As used herein, the terms “comprise,” “comprises,” “comprising,” “having,” “including,” “includes” or any variation thereof, are intended to reference a nonexclusive inclusion, such that a process, method, article, composition, or apparatus that comprises a list of elements does not include only those elements recited, but may also include other elements not expressly listed or inherent to such process, method, article, composition, or apparatus. Other combinations and/or modifications of the above-described structures, arrangements, applications, proportions, elements, materials, or components used in the practice of the present invention, in addition to those not specifically recited, may be varied, or otherwise particularly adapted to specific environments, manufacturing specifications, design parameters, or other operating requirements without departing from the general principles of the same.
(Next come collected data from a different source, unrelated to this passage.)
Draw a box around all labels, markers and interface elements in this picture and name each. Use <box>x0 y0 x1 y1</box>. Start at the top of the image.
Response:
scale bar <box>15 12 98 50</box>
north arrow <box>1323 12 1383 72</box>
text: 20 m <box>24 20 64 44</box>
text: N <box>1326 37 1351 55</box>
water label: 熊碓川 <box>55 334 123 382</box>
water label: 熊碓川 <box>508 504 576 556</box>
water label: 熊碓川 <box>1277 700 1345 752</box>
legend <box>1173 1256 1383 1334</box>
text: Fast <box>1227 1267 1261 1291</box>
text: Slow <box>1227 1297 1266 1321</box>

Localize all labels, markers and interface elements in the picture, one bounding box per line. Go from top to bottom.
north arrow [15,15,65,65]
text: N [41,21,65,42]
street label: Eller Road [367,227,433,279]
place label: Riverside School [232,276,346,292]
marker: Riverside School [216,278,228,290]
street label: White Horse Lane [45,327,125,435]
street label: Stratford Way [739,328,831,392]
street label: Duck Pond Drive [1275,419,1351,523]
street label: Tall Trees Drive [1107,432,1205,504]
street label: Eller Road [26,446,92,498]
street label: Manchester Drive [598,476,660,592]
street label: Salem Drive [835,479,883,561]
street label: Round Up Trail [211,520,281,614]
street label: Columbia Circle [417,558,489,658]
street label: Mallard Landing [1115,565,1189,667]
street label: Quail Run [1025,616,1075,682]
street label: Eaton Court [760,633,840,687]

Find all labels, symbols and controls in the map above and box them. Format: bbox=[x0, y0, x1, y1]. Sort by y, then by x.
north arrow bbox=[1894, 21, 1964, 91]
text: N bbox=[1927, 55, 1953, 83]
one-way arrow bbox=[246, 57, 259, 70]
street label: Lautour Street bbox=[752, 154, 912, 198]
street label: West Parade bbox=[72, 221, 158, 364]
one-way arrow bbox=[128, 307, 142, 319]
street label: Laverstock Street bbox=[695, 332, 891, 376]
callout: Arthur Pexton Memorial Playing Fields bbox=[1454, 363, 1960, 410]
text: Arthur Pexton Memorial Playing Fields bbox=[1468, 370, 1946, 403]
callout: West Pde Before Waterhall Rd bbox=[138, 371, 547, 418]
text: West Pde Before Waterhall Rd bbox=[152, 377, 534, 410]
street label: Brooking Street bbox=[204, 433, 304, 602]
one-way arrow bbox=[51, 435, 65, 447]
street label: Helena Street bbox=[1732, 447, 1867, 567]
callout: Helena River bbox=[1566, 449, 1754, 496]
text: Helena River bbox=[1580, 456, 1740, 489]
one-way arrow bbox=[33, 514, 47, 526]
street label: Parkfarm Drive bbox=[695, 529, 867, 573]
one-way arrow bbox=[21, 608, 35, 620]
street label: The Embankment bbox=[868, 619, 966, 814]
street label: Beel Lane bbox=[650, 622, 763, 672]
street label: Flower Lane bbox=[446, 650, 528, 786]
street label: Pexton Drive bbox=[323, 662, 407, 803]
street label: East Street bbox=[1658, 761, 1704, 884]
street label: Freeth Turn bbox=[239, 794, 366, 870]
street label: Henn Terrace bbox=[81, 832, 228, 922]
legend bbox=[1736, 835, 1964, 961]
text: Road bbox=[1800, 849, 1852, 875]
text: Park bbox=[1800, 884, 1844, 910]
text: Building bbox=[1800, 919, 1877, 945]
Moreover, reference to an element in the singular is not intended to mean “one and only one” unless specifically so stated, but rather “one or more.” Unless specifically stated otherwise, the term “some” refers to one or more. All structural and functional equivalents to the elements of the various aspects described throughout this disclosure that are known or later come to be known to those of ordinary skill in the art are expressly incorporated herein by reference and are intended to be encompassed by the claims. Moreover, nothing disclosed herein is intended to be dedicated to the public regardless of whether such disclosure is explicitly recited in the claims. No claim element is intended to be construed under the provisions of 35 U.S.C. § 112(f) as a “means-plus-function” type element, unless the element is expressly recited using the phrase “means for” or, in the case of a method claim, the element is recited using the phrase “step for.”